Conspiracy Nation -- Vol. 11 Num. 06 ======================================= ("Quid coniuratio est?")
Synopsis by Conspiracy Nation
Credit money is a title to commodity money (e.g., gold, silver). In the exchange value between commodity money and all other property, credit money does not add anything -- it facilitates -- makes convenient the transaction of business.
Three lines of credits are built up on primary or redemption money (gold and/or silver):
(1) Credit money -- paper bills and all forms of token
money -- all redeemable in primary money.
(2) Checks, drafts, bills of exchange, and other forms of
like paper, payable on demand.
(3) Notes, bonds, accounts, and other forms of credit,
payable at a particular day in the future (debt), or upon
the happening of some contingency.
Thus we have three categories of credit built up on primary money.
Over-confidence causes an expansion in categories two (2) and three (3). A man finds he can easily float $5,000 in debts and, since times are good, he increases his debts to $10,000. This expansion becomes contagious. Cities, counties, corporations -- all increase their debts. When demonetization of silver took place (1873), the supply of primary money was reduced by about one-half, and the half that was demonetized became credit money (category (1), above). At this point there was very little supply of primary money (gold) compared to (1) credit money, (2) checks, drafts, etc., payable on demand, and (3) notes, bonds, etc., payable in the future.
It is practical to maintain a purely greenback system. The only theory, however, on which a purely greenback or paper money system might be maintained would be to do away with a redemption money entirely. You cannot have both without the redemptive principle applying. The money with its own intrinsic value (e.g., gold, silver) becomes the most preferable. You cannot maintain two kinds of money at a parity, when one has a commercial value and the other has none, except by making one redeemable in the other.
But you might have a purely paper money. Limit it in quantity by fixing the amount at so much per capita. Maintain the volume at that as population increased, and from time to time provide for what had been destroyed. The fact that it was limited in quantity would give it a value.
The objection to the greenback system is this: So long as there was confidence in the government, it would be a sound, stable money. But as soon as confidence in the government was shaken it would depreciate in exchangeable value.
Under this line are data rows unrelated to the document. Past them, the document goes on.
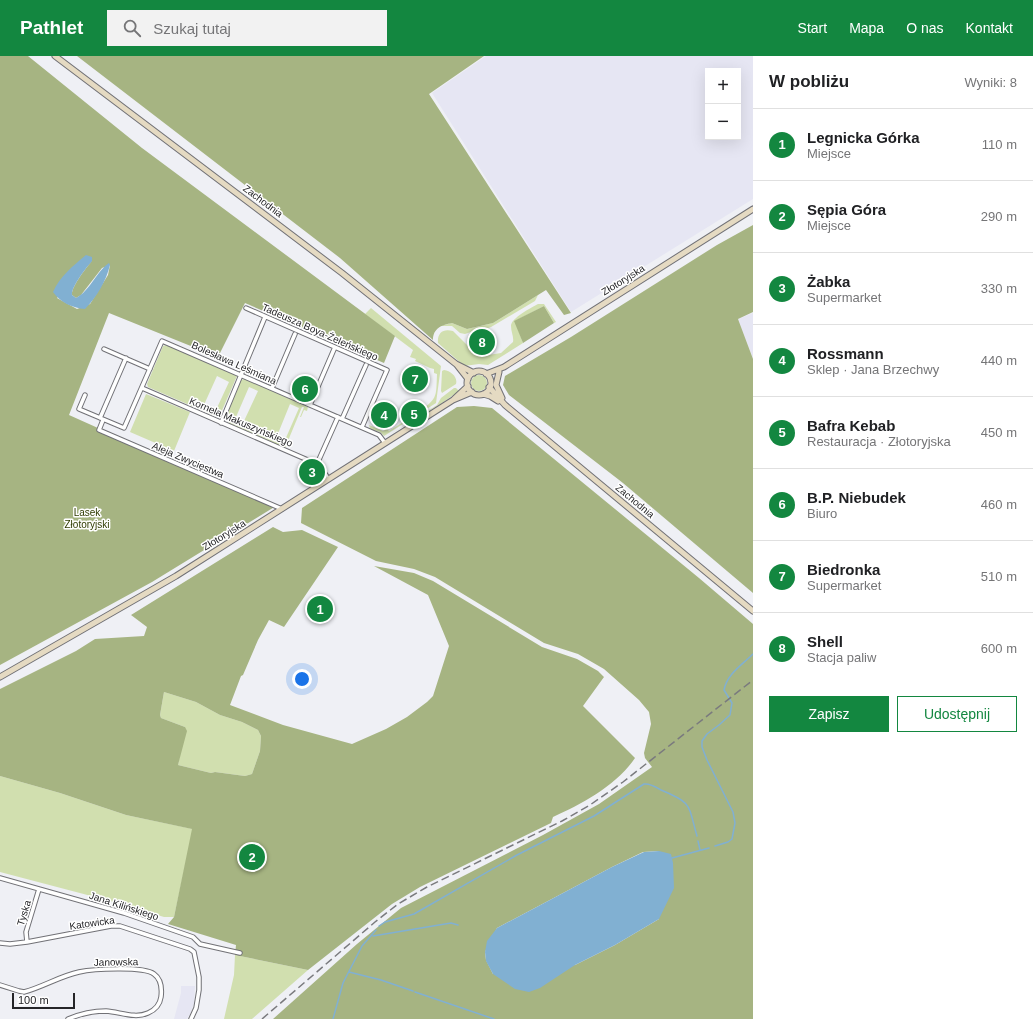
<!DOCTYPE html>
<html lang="pl">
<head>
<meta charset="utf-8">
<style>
	:root { --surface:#fff; --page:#f2f2f2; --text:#202124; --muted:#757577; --line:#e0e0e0; --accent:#138740 }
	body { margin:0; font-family:Arial,sans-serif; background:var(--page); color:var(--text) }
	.controls { position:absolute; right:12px; top:12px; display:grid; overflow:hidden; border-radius:0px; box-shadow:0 4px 16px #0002 }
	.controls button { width:36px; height:36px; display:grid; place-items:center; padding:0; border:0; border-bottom:1px solid var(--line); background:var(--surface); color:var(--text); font:20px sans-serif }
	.scale { position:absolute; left:12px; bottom:10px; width:63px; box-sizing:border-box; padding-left:4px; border:2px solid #252528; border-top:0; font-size:11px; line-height:14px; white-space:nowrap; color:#252528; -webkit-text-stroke:3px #fff; paint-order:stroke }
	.you { position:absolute; left:302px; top:623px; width:14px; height:14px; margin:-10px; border:3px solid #fff; border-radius:50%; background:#1a73e8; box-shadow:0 0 0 6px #1a73e833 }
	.badge { display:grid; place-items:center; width:26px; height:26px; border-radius:50%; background:var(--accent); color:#fff; font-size:13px; font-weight:700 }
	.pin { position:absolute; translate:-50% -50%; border:2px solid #fff; box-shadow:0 1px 4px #0006 }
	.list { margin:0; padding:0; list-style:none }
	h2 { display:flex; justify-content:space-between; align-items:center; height:52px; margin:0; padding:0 16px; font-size:17px }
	h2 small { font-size:13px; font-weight:400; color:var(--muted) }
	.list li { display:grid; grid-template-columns:26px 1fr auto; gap:12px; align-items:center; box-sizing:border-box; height:72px; padding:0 16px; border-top:1px solid var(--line) }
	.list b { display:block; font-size:15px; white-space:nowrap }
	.list p { margin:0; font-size:13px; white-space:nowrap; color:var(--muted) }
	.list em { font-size:13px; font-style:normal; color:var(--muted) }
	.actions { display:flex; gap:8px; padding:12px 16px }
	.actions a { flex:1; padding:9px 0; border:1px solid var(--accent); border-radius:0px; text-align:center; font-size:14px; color:var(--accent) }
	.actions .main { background:var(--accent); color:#fff }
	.icon { flex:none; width:22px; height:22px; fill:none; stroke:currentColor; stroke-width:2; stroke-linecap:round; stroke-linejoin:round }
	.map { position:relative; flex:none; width:753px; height:963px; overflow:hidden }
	header { display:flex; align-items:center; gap:24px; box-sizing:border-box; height:56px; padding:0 20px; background:var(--accent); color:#fff }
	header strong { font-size:19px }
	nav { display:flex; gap:22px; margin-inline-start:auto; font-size:14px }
	.search { width:280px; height:36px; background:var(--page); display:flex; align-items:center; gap:10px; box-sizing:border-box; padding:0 14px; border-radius:0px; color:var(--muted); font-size:15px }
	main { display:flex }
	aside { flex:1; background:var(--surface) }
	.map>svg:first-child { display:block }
</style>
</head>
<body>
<header>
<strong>Pathlet</strong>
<div class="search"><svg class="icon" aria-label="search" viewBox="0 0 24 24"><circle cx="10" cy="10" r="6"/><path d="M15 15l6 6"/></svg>Szukaj tutaj</div>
<nav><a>Start</a><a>Mapa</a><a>O nas</a><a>Kontakt</a></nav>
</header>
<main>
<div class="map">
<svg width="753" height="963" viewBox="0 0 753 963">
	<rect width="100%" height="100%" fill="#eff0f5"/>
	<!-- built -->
	<path fill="#e6e6f3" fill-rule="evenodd" d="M486,0H753V143L571,256L432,37ZM708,15H738V81H708Z
		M753,257V302L738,263Z
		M181,930H195L194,947L190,958L187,963H174L181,937Z"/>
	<!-- green -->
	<path fill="#d1dfaf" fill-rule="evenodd" d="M538,239L535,245L491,271L486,273L485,271L465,278L460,277L452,270H440L452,267L467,273L493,267Z
		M538,248H544L556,266L554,267L544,250L515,265L523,287L488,309L479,308L464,310L438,287C437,277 443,272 453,275L470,292L482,300L501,297L513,286C514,281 511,276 511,270C511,262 531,252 538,248Z
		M371,252L441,310L436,347L384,380L380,376L370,373L369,369L383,375L387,373L389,375L413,360L411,357L415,355L416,357C438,343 436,342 437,318L434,317V313L430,312L415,305L416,303L410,301L413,294L365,258Z
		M166,289L237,320L220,359L217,361L148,331L147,328L163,290ZM217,320L229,326L215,356L203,351Z
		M444,314C451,315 458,321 456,328L442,337L441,335L442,315Z
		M471 327a8 8 0 1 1 16 0a8 8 0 1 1-16 0Z
		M245,323L308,351L307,355L304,354L301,361H300L304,351H302L285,392L230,368L224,361L240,324ZM249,331L258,335L244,365L236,361ZM290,348L299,352L285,384L277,380Z
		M454,332H456L459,335L442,347L386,381L437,349L441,342Z
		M146,338L190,356L174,395L130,376Z
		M164,636L196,646L220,659L242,666L258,674L261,680L260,695L252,718L245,720L215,716L211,717L178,709L185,671L161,662L160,659Z
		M0,720L60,737L126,759L193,773L174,861H164L114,846L0,816Z
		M235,899L308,914L252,963H224L234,919Z"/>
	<!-- forest -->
	<path fill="#a6b482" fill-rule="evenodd" d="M0,0H28L142,92L395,280L384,307L245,247L218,301L109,257L69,359L176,407L276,450L152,526L0,609ZM92,205C86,212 71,231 72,239L76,242L81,239L102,212L110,209L108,219L90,248L77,253L57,242Z
		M77,0H484L429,38L571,257L564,259L546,234L493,267L467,273L452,267C442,269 433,272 433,284L340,202Z
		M753,169V256L738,263L753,303V537L623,427L509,339L503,329L505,320L571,281L717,189Z
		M544,250L554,267L523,287L514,265Z
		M474,350L492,352L699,522L753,568V963H273L357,888L401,852L543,779L599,748L652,711L645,702L644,697L651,668L649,656L639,644L604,613L578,598L544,587L435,521L414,513L376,505L301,467L302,452L457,351ZM659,795V863L615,889L575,909L493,918L486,904L485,896L497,872L612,811L643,796Z
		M273,471L283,476L302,474L338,491L284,571L269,564L258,584L243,619L241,620L230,649L283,669L352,688L386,673L407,661L427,646L433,640L449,590L428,539L374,510L414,517L433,525L542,591L577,603L598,615L604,621L583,650L635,702C617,729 582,748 553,761L551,767L420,831L392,848L308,914L235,899L236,889L168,868L174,861L192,773L126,759L60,737L0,720V633L76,595L95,583L144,580L147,571L131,559ZM164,636L196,646L220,659L242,666L258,674L261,680L260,695L252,718L245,720L215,716L211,717L178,709L187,675L185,671L161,662L160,659Z"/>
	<!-- water -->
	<path fill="#81b0d2" d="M86,199L92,201V205C86,212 71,231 72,239L76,242C90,235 96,216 109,207L110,209C106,225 97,241 85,253C72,252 60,246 53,236C60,220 73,210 86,199Z
		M659,795L671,798L673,807L674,832L659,863L615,889L575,909L540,932L529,936L515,933L493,918L486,905L485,896L487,885L497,872L612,811L644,796Z"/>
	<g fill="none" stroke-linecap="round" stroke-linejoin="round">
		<!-- stream -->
		<path stroke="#81b0d2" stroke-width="1.5" d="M698,785L700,794
			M715,790L728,786L732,783L735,767L733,756L707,704L702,691V685L707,678L719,669L730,659L732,647L724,634C727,618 742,609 753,598
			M672,802L709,792
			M379,870L385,866L414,858L517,799L594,760L644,728C650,727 656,731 661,734C693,747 688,749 697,780
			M373,880L451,867L458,869
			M349,916L381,924L413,935
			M415,936L494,963
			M333,963L343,927L362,890L376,874"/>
		<defs>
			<path id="street" d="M246,252L387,314L362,371
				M104,293L150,313
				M142,332L317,408L326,419L328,423
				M272,332L295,278
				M85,339L79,353L124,372L162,285L379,379L385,387
				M310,349L335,291
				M100,362L126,302
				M342,363L366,309
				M103,364L99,374L282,453
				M221,367L265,261
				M317,408L338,361
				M0,822L124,857L193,881L200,888L240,897
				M27,886L26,876L39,833
				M0,887L10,888L27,886L111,870H120L190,893L194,896L199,921V934L196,952L191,963
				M0,929L19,935L24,936C43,931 60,920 79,916C93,913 143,910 154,918C161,923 162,933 161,941C160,948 155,954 148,957C135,963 120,956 106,955C92,955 80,958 68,963"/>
			<path id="secondary" d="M55,0L342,217L456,308L474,317
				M457,309L468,323
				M467 327a12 12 0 1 1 24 0a12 12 0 1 1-24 0Z
				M499,316L496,329L502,342
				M486,318L504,311L753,153
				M489,331L505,349L753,555
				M483,338L490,340L498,345
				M454,343L468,330
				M0,621L176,520L453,344L472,336"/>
		</defs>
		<!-- street casing -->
		<use href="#street" stroke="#717176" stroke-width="5.5"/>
		<!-- secondary casing -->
		<use href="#secondary" stroke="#717176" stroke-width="7"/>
		<!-- street -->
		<use href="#street" stroke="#fff" stroke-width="3.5"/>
		<!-- secondary -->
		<use href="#secondary" stroke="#e5dac2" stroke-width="5"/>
		<!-- rail -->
		<path stroke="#7a7a7e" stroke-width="1.5" stroke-dasharray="8 4" stroke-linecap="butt" d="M262,963L375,866L398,848L427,831L562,765L590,749L623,726L753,624"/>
	</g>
	<g text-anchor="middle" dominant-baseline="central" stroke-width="3" stroke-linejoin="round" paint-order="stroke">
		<!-- street labels -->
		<g font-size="10" fill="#252528" stroke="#fff">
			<text transform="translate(263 145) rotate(37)">Zachodnia</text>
			<text transform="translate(623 224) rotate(-32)">Złotoryjska</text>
			<text transform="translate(320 276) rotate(24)">Tadeusza Boya-Żeleńskiego</text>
			<text transform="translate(234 307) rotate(24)">Bolesława Leśmiana</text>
			<text transform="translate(241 366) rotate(23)">Kornela Makuszyńskiego</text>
			<text transform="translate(188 404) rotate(23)">Aleja Zwycięstwa</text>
			<text transform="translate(635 445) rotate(40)">Zachodnia</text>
			<text transform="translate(224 479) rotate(-32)">Złotoryjska</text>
			<text transform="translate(124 850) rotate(18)">Jana Kilińskiego</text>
			<text transform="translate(24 857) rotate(-73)">Tyska</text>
			<text transform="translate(92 867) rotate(-8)">Katowicka</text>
			<text transform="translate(116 906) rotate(-1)">Janowska</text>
		</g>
		<!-- park labels -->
		<g font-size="10" fill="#2f3b00" stroke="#fff">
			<text x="87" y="456">Lasek<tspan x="87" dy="12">Złotoryjski</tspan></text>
		</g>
	</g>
</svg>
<div class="controls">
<button>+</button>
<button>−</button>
</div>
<div class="scale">100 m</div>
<div class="you"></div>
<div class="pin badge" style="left:320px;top:553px">1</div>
<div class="pin badge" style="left:252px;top:801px">2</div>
<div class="pin badge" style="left:312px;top:416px">3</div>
<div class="pin badge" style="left:384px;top:359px">4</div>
<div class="pin badge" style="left:414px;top:358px">5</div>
<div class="pin badge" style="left:305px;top:333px">6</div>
<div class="pin badge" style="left:415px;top:323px">7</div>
<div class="pin badge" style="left:482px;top:286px">8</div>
</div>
<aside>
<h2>W pobliżu<small>Wyniki: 8</small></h2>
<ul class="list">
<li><span class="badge">1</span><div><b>Legnicka Górka</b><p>Miejsce</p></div><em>110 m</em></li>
<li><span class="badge">2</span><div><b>Sępia Góra</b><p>Miejsce</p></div><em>290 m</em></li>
<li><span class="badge">3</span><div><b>Żabka</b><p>Supermarket</p></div><em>330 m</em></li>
<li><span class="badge">4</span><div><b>Rossmann</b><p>Sklep · Jana Brzechwy</p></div><em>440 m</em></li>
<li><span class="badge">5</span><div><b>Bafra Kebab</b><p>Restauracja · Złotoryjska</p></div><em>450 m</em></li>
<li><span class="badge">6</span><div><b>B.P. Niebudek</b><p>Biuro</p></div><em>460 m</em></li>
<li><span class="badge">7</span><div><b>Biedronka</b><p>Supermarket</p></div><em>510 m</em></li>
<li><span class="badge">8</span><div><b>Shell</b><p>Stacja paliw</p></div><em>600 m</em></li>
</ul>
<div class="actions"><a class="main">Zapisz</a><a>Udostępnij</a></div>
</aside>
</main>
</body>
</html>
[CN: Put differently, to prop up the greenback, confidence in the government must be maintained, no matter what. Our current paper money is sort of a greenback system: what is now called "the dollar" is not redeemable for, e.g., gold and/or silver. From "greenback system" follows, ipso facto, that "the government can do no wrong."]
When the danger became imminent that the government was not able to enforce the greenback's legal tender character, the greenback, having no commercial value, would become more or less worthless.
Combined capital all over the world have been using (1895) professors of political economy to instruct the minds of the young to a belief in the gold standard. This is not hard to do, as these students, being young, their minds are easily molded. The error is planted deep and strong. But the gold standard, now (1895) fitted to a shivering world, is squeezing the life out of it. The workers of the country, the backbone of the republic, are delivering over their property to their creditors, and going into beggary. This is the test proof of the "beneficence" of the gold standard.